### Your goal:
Starting from the top of the entries below and ending with the line containing "height:4.5px; margin:-2.25px; padding:0", restate every line word for word, pictures omitted.

(Stored items)

·····

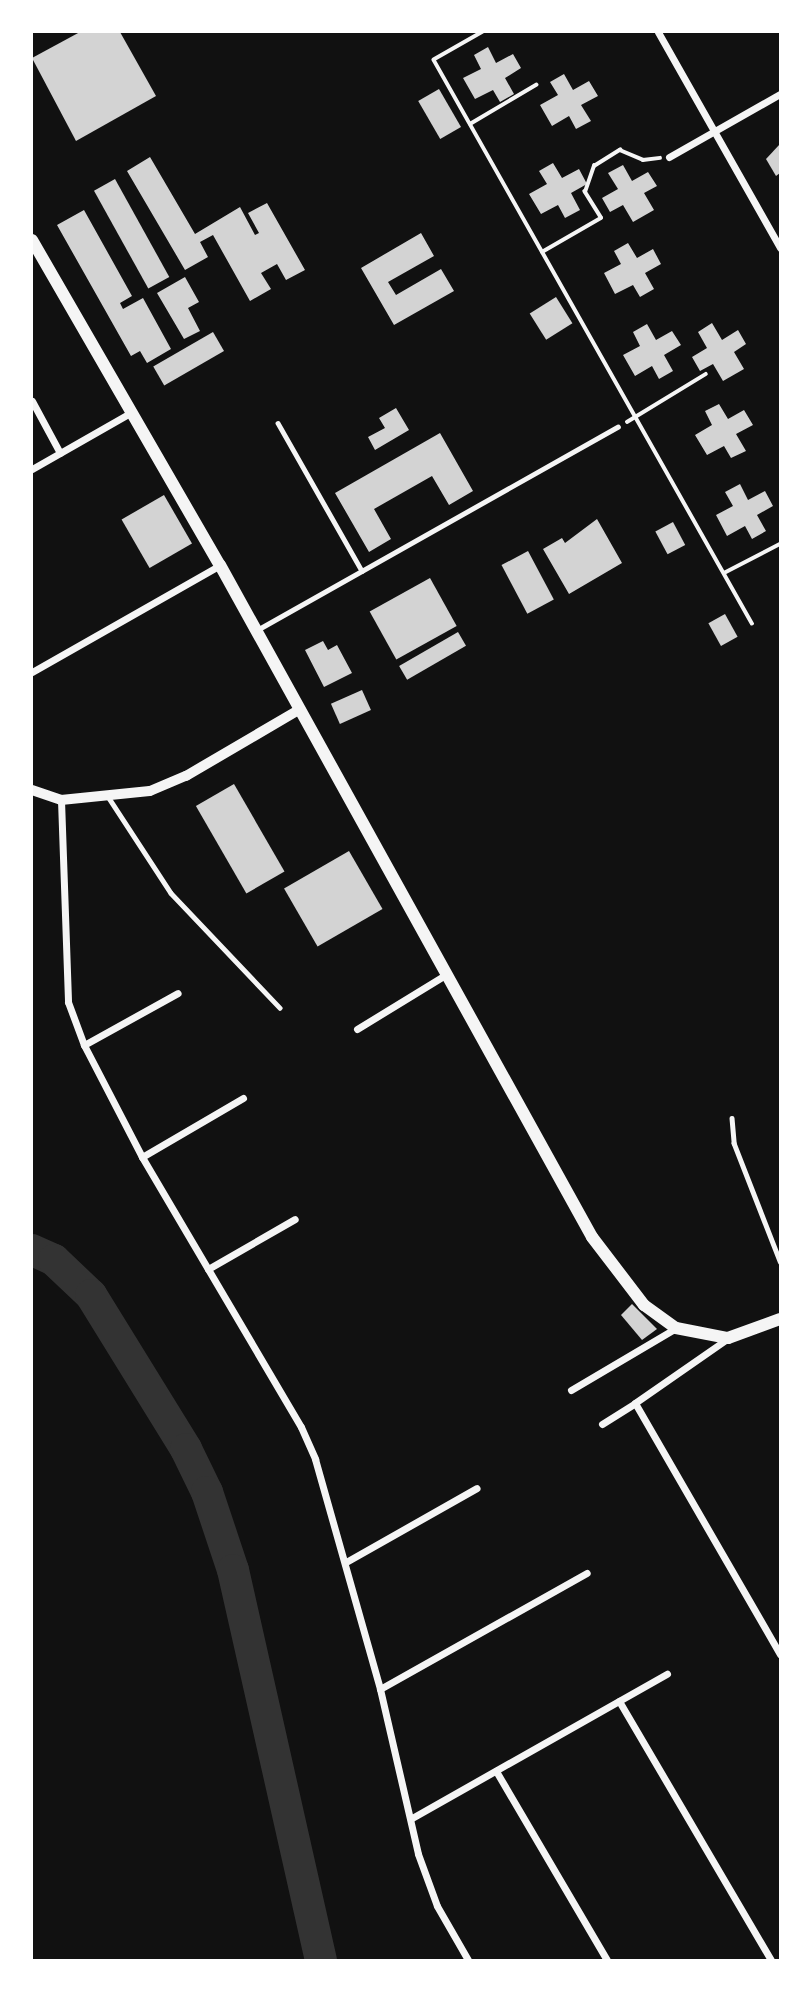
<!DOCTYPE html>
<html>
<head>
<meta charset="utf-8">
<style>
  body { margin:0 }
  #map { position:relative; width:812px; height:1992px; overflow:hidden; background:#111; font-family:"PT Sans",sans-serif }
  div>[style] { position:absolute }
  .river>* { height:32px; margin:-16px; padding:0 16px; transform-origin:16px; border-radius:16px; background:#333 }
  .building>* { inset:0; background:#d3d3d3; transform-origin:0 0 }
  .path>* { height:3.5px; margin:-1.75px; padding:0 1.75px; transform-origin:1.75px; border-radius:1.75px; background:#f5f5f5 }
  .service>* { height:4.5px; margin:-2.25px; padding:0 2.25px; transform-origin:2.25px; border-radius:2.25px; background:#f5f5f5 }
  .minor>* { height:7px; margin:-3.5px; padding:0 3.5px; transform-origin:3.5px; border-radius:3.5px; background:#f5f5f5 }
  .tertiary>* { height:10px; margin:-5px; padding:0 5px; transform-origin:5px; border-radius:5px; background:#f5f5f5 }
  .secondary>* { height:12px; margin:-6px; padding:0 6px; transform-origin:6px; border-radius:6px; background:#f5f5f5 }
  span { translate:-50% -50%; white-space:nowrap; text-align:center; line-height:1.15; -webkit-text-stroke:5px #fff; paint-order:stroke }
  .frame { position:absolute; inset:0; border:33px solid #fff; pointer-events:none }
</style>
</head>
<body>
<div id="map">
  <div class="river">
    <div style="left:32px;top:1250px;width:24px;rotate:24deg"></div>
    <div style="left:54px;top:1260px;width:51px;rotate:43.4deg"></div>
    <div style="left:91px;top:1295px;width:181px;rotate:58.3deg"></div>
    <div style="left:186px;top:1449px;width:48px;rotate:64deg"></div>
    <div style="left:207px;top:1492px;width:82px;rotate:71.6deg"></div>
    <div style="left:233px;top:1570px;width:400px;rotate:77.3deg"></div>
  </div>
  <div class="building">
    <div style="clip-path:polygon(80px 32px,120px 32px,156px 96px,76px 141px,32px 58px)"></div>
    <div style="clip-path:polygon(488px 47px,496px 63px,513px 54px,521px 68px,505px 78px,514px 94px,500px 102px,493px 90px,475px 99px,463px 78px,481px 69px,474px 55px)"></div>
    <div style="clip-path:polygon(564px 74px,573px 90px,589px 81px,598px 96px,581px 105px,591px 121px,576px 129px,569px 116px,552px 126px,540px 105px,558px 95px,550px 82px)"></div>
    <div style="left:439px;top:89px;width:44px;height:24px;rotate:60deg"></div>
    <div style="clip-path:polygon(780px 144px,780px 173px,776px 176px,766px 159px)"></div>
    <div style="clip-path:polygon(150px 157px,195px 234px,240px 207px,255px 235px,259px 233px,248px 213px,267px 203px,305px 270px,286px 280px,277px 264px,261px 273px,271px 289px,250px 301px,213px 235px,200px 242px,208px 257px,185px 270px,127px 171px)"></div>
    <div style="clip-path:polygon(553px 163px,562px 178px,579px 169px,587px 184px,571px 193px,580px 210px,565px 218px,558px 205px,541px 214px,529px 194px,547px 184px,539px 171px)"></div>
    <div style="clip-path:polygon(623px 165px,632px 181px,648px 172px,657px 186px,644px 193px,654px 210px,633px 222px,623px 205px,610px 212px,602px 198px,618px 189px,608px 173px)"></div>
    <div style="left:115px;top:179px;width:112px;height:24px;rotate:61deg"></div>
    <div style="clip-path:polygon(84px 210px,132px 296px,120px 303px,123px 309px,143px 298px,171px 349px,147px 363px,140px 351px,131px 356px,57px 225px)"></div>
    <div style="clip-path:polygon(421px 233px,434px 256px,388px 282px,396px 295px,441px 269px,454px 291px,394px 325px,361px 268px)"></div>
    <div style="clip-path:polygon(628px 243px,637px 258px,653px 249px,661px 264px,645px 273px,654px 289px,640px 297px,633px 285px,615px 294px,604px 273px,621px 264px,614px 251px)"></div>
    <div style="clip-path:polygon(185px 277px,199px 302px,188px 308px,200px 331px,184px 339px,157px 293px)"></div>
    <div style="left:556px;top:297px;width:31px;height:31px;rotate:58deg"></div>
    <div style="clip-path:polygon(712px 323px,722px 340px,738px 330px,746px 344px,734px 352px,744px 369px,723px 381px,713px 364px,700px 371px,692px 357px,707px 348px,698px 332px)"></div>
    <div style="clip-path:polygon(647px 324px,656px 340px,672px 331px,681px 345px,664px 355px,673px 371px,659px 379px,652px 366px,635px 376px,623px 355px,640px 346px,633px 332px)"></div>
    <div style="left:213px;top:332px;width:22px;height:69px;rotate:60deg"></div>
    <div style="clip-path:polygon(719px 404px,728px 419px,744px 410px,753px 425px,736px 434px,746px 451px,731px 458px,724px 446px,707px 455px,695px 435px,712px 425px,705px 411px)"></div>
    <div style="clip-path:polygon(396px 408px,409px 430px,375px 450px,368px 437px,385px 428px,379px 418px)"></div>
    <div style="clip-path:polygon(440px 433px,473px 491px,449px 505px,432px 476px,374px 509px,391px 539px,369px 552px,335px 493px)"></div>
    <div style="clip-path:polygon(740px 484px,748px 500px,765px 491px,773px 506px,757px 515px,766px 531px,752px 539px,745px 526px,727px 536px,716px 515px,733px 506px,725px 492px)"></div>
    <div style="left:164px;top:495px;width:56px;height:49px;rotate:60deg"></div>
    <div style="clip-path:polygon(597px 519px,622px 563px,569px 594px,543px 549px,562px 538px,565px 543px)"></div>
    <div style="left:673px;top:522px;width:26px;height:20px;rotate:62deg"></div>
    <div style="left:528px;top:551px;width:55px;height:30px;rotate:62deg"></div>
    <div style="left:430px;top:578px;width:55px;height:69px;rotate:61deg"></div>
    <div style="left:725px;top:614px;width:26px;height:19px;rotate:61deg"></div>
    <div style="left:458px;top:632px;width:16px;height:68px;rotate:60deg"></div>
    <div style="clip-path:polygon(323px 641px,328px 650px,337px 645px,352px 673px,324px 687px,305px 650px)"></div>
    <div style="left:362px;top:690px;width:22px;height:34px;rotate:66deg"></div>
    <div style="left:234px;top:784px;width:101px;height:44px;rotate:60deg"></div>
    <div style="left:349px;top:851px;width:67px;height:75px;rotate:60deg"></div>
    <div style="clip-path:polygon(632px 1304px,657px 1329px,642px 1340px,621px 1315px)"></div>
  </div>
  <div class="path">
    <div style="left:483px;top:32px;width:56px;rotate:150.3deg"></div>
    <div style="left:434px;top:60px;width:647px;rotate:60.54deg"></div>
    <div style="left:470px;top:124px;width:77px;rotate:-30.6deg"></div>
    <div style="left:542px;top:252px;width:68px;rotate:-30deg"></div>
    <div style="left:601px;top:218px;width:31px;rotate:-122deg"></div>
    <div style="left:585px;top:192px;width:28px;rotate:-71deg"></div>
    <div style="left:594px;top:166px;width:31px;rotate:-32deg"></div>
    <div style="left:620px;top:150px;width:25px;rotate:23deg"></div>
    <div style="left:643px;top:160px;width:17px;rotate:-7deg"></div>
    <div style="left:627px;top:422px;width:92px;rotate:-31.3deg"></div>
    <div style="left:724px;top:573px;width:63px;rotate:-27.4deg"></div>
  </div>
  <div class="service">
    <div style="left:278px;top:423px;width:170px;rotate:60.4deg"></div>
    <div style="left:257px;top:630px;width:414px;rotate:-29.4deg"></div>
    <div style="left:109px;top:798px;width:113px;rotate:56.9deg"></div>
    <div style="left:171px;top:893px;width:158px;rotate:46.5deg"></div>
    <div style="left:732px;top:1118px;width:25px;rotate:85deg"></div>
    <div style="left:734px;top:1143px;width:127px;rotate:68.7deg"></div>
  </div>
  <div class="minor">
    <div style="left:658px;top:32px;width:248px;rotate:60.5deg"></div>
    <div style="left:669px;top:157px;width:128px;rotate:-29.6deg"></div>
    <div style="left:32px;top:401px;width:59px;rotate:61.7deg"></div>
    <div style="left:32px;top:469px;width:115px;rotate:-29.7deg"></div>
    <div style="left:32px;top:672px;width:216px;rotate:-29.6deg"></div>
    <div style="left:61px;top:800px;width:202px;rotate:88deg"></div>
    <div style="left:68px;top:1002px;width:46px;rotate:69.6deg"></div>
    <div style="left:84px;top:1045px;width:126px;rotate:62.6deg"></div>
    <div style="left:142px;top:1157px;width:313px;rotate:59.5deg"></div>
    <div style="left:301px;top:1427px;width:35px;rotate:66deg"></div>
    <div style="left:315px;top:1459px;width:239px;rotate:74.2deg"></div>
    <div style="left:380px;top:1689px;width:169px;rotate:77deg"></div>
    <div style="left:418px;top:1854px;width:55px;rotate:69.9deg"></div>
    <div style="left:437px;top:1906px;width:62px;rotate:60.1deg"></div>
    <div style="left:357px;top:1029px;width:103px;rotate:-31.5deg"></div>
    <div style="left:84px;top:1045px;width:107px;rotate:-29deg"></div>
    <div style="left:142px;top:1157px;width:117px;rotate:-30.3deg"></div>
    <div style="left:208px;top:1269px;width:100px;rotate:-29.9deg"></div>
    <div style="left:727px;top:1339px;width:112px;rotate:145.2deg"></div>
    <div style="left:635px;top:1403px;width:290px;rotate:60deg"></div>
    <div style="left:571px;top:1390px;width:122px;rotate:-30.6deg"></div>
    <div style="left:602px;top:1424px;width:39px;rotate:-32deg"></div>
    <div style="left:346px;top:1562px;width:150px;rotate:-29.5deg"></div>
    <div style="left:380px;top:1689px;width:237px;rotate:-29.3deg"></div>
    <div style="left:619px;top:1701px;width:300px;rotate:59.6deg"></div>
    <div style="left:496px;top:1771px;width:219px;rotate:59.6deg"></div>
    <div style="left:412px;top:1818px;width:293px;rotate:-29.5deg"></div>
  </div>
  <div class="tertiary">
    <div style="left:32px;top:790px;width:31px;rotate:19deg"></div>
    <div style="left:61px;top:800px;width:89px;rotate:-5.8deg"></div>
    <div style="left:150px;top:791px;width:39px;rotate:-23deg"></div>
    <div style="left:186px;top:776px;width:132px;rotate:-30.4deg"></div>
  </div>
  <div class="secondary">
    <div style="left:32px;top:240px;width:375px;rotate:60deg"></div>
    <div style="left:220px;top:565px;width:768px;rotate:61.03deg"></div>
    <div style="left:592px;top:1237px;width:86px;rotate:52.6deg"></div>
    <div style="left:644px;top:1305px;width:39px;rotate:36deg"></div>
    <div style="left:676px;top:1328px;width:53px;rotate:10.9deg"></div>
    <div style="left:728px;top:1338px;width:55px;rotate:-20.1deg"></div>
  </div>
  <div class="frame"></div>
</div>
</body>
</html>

·····

### Task answer:
<!DOCTYPE html>
<html>
<head>
<meta charset="utf-8">
<style>
  body { margin:0 }
  #map { position:relative; width:812px; height:1992px; overflow:hidden; background:#111; font-family:"PT Sans",sans-serif }
  div>[style] { position:absolute }
  .river>* { height:32px; margin:-16px; padding:0 16px; transform-origin:16px; border-radius:16px; background:#333 }
  .building>* { inset:0; background:#d3d3d3; transform-origin:0 0 }
  .path>* { height:3.5px; margin:-1.75px; padding:0 1.75px; transform-origin:1.75px; border-radius:1.75px; background:#f5f5f5 }
  .service>* { height:4.5px; margin:-2.25px; padding:0 2.25px; transform-origin:2.25px; border-radius:2.25px; background:#f5f5f5 }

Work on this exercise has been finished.